▶ _What the task requires_
Quote word for word the lines below, beginning with the first and ending with the one that has "2px #9d7f74) drop-shadow(0". Drop the pictures.

▶ _Available data_
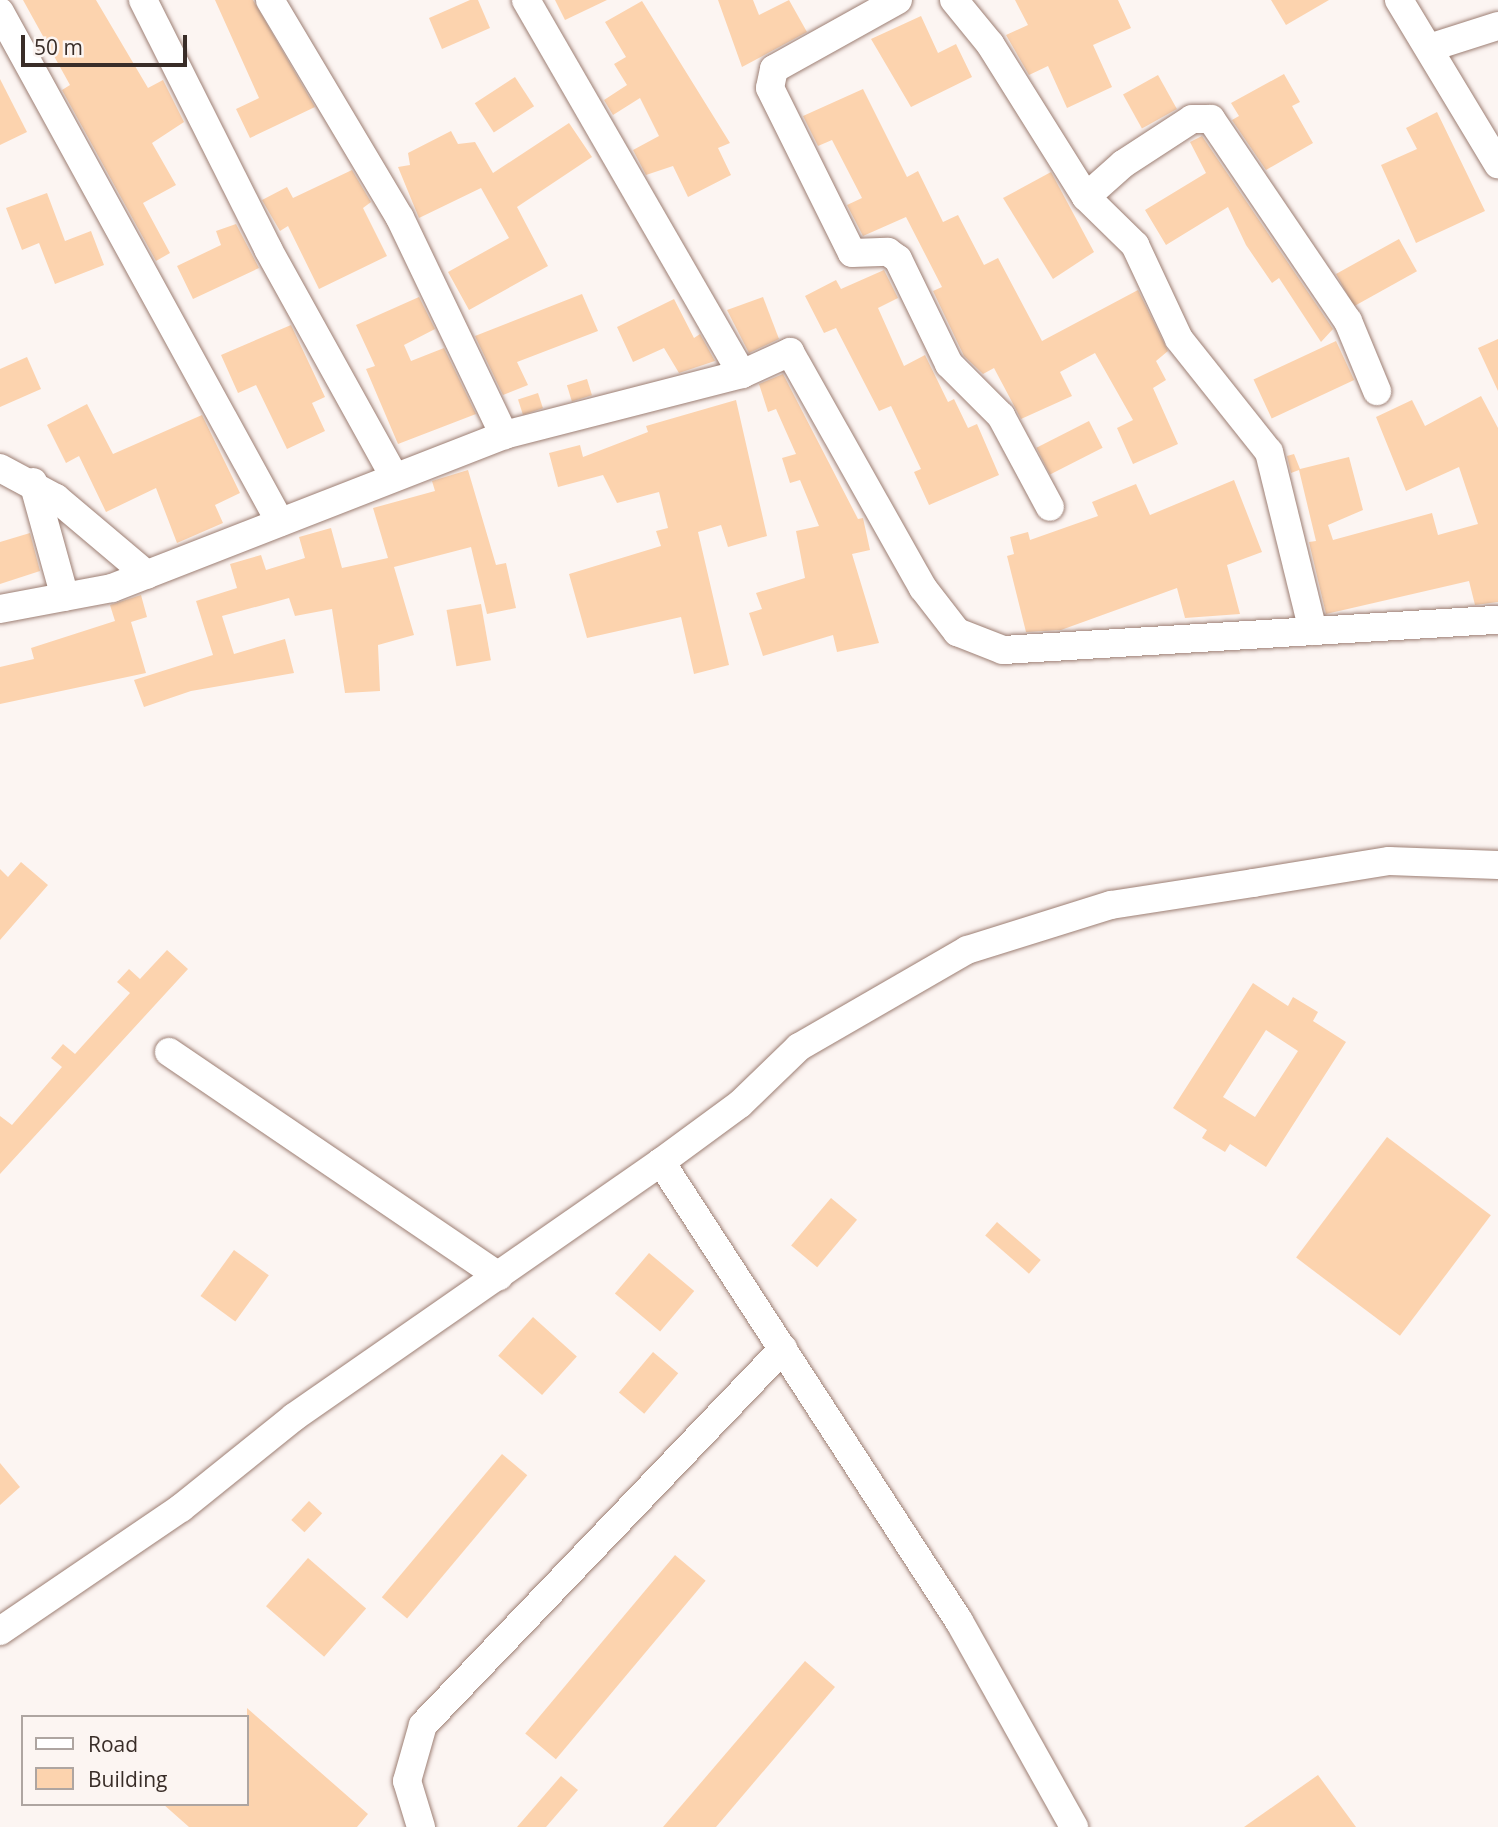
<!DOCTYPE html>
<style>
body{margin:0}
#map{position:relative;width:1498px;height:1827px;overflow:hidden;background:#fcf5f2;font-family:"Open Sans",sans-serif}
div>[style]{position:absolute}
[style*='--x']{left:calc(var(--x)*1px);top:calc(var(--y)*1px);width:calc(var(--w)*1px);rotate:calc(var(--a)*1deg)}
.building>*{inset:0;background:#fcd3ae;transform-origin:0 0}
.roads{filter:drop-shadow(0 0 2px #9d7f74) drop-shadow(0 0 2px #9d7f74)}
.minor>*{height:28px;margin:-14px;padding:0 14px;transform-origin:14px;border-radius:14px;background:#fff}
span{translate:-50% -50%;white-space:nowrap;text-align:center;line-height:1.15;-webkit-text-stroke:7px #fcf5f2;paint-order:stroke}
.legend{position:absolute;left:21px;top:1715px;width:228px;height:91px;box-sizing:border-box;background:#fcf5f2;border:2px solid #aea5a1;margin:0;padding:9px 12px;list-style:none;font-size:21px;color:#392d28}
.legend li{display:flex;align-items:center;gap:14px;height:35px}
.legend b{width:35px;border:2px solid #aea5a1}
.scale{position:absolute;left:21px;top:35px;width:166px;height:32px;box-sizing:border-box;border:4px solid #392d28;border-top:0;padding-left:9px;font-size:21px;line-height:24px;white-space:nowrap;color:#392d28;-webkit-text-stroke:5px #fcf5f2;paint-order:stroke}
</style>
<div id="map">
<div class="building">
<div style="clip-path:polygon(23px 0,96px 0,148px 88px,163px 80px,184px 122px,152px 143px,176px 185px,143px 203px,170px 253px,156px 261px,62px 90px,70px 85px)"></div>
<div style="clip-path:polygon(215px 0,253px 0,315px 107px,250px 138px,236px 109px,259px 98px)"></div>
<div style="clip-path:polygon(470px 0,478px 0,490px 28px,442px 49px,429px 18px)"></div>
<div style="clip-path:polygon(555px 0,607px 0,565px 20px)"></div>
<div style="clip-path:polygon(718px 0,753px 0,759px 15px,789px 0,807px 32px,742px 67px)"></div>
<div style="clip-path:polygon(1015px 0,1118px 0,1131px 28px,1093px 45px,1112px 87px,1067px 108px,1048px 66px,1029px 75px,1006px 35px,1028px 25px)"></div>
<div style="clip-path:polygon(1271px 0,1329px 0,1286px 25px)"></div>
<div style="clip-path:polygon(642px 1px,730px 143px,718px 148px,731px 175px,688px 197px,673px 166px,646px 175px,633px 150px,659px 136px,640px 98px,613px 115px,604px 100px,627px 85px,614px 64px,626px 57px,605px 22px)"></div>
<div style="clip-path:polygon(921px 16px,938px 53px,956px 44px,972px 77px,911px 107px,871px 39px)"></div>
<div style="clip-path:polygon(1284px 74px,1300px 102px,1292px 106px,1313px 143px,1266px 170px,1232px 120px,1239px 116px,1231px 103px)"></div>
<div style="left:1158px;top:75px;width:39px;height:40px;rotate:61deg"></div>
<div style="left:515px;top:77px;width:35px;height:48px;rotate:57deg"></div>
<div style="clip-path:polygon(0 79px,27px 132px,0 145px)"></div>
<div style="clip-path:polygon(863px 89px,907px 177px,918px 171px,943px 222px,958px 215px,984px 265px,998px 258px,1042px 341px,1138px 290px,1168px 351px,1156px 361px,1166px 380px,1153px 388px,1178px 444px,1133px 464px,1117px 428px,1133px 420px,1095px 353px,1060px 372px,1072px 396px,1021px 419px,994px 368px,983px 374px,964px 356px,933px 291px,942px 287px,906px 217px,863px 236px,847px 205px,862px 198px,832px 140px,818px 146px,803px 116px)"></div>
<div style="clip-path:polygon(1437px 112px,1485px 211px,1416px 243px,1381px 165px,1417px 149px,1406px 128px)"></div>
<div style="clip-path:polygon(569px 123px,592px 157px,517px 207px,548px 266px,469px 310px,448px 272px,509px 238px,481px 188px,419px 218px,398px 167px,410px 165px,408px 153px,451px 131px,458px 144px,475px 142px,493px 173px)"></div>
<div style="clip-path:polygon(1202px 136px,1333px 329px,1321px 342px,1279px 278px,1272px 283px,1246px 245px,1228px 207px,1166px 245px,1145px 210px,1206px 173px,1190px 142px)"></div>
<div style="clip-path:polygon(352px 170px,371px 202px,363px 208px,387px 256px,319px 289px,288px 226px,280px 231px,262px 200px,287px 187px,293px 198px)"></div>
<div style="clip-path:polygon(1051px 172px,1094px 252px,1053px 279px,1003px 198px)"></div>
<div style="clip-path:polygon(47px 193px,65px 241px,91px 231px,104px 265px,55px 284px,39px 243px,22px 250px,6px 208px)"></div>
<div style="clip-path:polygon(236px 224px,259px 268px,193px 299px,177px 266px,221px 245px,216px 231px)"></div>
<div style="left:1399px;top:239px;width:37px;height:72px;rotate:61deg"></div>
<div style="clip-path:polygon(884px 270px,898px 298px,878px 308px,904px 366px,925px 355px,948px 402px,954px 399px,968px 428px,977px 424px,999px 475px,929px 505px,914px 472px,921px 469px,891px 406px,879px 411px,836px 328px,824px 333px,805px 296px,836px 280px,841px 289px)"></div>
<div style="clip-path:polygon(582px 294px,598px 331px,517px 362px,528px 385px,503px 395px,475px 336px)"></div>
<div style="clip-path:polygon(419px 297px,435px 329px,404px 345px,411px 361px,444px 348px,476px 414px,398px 444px,366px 369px,375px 366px,356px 325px)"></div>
<div style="clip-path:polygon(763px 297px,779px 339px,749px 353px,727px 310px)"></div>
<div style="clip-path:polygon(674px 299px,694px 338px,700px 334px,715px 361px,679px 373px,664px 348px,633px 362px,617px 327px)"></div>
<div style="clip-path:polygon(291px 325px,325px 397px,312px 403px,325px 431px,287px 449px,256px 385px,238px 393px,221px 355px)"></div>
<div style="clip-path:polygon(1498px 339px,1498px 391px,1478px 348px)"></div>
<div style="left:1336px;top:341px;width:43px;height:91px;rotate:65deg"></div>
<div style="clip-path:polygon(27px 357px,41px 389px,0 407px,0 369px)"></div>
<div style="clip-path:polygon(783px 374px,858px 519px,863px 518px,870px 550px,852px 554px,879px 643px,837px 652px,833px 635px,763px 656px,749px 613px,762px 609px,756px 593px,805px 578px,796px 531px,819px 526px,800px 480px,790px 483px,782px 458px,796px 454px,776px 409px,768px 412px,759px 384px)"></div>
<div style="left:587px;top:379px;width:17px;height:21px;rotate:73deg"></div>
<div style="left:538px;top:393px;width:16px;height:21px;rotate:72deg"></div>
<div style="clip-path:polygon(1481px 396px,1498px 428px,1498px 602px,1475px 605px,1469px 581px,1326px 614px,1309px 542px,1316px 541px,1299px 470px,1291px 473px,1287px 456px,1294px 454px,1300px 469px,1349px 457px,1363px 510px,1328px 525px,1333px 540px,1432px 513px,1438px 535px,1478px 524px,1459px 467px,1406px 491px,1376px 417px,1412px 400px,1425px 426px)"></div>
<div style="clip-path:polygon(736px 400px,767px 536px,728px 547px,721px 525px,698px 532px,729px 665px,694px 674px,681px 617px,587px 638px,569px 574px,661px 546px,656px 531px,668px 528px,659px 492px,617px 503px,603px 475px,558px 487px,549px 453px,580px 445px,583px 457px,648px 432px,646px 426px)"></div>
<div style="clip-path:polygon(87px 404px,113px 454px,202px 415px,240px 493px,215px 505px,223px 523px,177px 543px,156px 488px,106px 512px,79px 456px,66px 463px,47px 425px)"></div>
<div style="left:1089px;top:421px;width:30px;height:59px;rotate:63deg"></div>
<div style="clip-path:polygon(468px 470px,496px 565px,506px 563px,516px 608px,487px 614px,471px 547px,394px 567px,414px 635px,378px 645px,380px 691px,345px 693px,332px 609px,295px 616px,289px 598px,222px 616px,234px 654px,285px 639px,294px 673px,191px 691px,144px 707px,134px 680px,213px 655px,196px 601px,237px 588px,230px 564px,261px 555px,266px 570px,305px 558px,299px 537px,331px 528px,342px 568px,388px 558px,373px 508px,435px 491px,432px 481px)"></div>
<div style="clip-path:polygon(1234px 480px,1262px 552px,1227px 565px,1240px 614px,1185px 618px,1177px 588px,1061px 630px,1026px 632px,1007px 556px,1014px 554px,1010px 537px,1028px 532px,1030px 540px,1098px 516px,1092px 502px,1136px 484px,1150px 515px)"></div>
<div style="clip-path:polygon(30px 533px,40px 571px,0 584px,0 542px)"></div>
<div style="clip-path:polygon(141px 595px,147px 617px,131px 622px,146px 673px,0 704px,0 667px,34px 659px,31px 648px,115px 621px,110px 605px)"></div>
<div style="left:481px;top:604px;width:57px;height:35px;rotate:80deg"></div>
<div style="clip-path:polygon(21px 862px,48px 885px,0 940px,0 869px,8px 877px)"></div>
<div style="clip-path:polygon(167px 950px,188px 969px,0 1174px,0 1116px,12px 1125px,62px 1067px,51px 1058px,63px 1044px,75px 1054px,130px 993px,117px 982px,129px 969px,140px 979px)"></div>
<div style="clip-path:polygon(evenodd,1253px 983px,1288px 1006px,1293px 997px,1318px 1012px,1313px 1021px,1346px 1042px,1266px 1167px,1230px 1144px,1225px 1152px,1202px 1138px,1207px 1130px,1173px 1108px,1253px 983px,1266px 1030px,1298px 1051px,1255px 1117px,1223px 1097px,1266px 1030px)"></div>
<div style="left:1387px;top:1137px;width:130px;height:151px;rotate:37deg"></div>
<div style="left:831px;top:1198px;width:34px;height:62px;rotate:40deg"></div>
<div style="left:997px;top:1222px;width:58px;height:18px;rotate:41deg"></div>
<div style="left:234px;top:1250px;width:43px;height:57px;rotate:36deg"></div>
<div style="left:649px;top:1253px;width:59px;height:53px;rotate:40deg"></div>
<div style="left:533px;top:1317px;width:59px;height:52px;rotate:42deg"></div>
<div style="left:653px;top:1352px;width:33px;height:53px;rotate:40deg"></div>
<div style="left:502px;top:1454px;width:33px;height:187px;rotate:40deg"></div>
<div style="clip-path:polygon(0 1463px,20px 1487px,0 1505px)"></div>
<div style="left:309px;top:1501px;width:18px;height:26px;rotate:43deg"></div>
<div style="left:675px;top:1555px;width:40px;height:233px;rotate:40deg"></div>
<div style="left:308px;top:1558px;width:77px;height:64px;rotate:41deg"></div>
<div style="clip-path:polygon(805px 1661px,835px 1687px,716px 1827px,663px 1827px)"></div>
<div style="clip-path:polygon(247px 1708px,368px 1814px,357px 1827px,189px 1827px,163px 1804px,247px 1804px)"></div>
<div style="clip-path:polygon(1318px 1775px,1356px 1827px,1244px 1827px)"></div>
<div style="clip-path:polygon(561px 1776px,578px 1790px,546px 1827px,517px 1827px)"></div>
</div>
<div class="roads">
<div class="minor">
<div style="--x:143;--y:0;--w:279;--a:63.3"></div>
<div style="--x:268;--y:249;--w:260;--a:61"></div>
<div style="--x:270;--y:0;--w:254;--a:59.2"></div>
<div style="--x:400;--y:218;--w:241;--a:64.4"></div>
<div style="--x:526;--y:0;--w:432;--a:60"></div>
<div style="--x:898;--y:0;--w:142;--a:150.9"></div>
<div style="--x:774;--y:69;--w:19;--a:102"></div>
<div style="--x:770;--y:88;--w:184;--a:63.6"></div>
<div style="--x:852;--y:253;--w:36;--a:-2"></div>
<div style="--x:888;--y:252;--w:12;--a:35"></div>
<div style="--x:898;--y:259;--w:117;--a:64.1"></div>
<div style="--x:949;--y:364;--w:74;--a:45"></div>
<div style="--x:1001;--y:416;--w:103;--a:61.7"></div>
<div style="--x:954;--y:0;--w:57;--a:50.7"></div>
<div style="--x:990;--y:44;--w:181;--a:57.9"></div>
<div style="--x:1086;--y:197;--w:69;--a:44.4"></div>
<div style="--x:1135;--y:245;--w:104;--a:64.9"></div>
<div style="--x:1179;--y:339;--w:144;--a:51.5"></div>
<div style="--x:1269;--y:452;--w:184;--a:76.2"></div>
<div style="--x:1399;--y:0;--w:192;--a:58.9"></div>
<div style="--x:0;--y:12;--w:582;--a:61.23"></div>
<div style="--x:1432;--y:47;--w:69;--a:-17.7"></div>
<div style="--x:1086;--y:197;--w:50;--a:-41.7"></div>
<div style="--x:1123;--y:164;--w:82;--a:-33.1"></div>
<div style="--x:1192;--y:119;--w:19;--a:0"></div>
<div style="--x:1211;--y:119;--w:244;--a:55.9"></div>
<div style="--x:1348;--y:321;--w:76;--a:67.5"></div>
<div style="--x:0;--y:468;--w:64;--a:28.2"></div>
<div style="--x:56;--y:498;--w:119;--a:40.2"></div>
<div style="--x:33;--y:482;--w:119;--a:74.5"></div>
<div style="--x:0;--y:609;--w:114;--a:-10.6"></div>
<div style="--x:112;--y:588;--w:421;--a:-21.3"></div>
<div style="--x:504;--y:435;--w:246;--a:-14.4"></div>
<div style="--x:742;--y:374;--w:53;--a:-24.6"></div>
<div style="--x:790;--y:352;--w:271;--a:60.6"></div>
<div style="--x:923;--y:588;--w:56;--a:52.3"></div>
<div style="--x:957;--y:632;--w:49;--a:21.4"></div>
<div style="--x:1003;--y:650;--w:496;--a:-3.5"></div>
<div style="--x:169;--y:1052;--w:399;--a:34.2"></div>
<div style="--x:661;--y:1162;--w:547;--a:57.01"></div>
<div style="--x:959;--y:1621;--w:236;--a:60.8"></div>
<div style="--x:0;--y:1631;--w:219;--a:-34.2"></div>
<div style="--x:181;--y:1508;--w:145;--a:-38.8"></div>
<div style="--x:294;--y:1417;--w:447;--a:-34.8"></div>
<div style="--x:661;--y:1162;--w:98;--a:-36.3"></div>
<div style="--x:740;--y:1104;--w:82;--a:-44"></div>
<div style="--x:799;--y:1047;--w:194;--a:-30"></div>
<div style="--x:967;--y:950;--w:151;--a:-17.4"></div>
<div style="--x:1111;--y:905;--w:144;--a:-8.8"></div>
<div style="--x:1253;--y:883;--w:138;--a:-9.2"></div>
<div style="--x:1389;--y:861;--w:109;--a:2.1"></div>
<div style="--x:421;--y:1827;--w:48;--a:-106.9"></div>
<div style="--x:407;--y:1781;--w:58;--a:-74.1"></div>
<div style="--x:423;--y:1725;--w:521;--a:-46.25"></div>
</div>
</div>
<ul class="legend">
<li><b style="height:9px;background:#fff"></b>Road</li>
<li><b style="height:19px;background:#fcd3ae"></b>Building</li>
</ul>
<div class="scale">50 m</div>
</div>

▶ _Your solution_
<!DOCTYPE html>
<style>
body{margin:0}
#map{position:relative;width:1498px;height:1827px;overflow:hidden;background:#fcf5f2;font-family:"Open Sans",sans-serif}
div>[style]{position:absolute}
[style*='--x']{left:calc(var(--x)*1px);top:calc(var(--y)*1px);width:calc(var(--w)*1px);rotate:calc(var(--a)*1deg)}
.building>*{inset:0;background:#fcd3ae;transform-origin:0 0}
.roads{filter:drop-shadow(0 0 2px #9d7f74) drop-shadow(0 0 2px #9d7f74)}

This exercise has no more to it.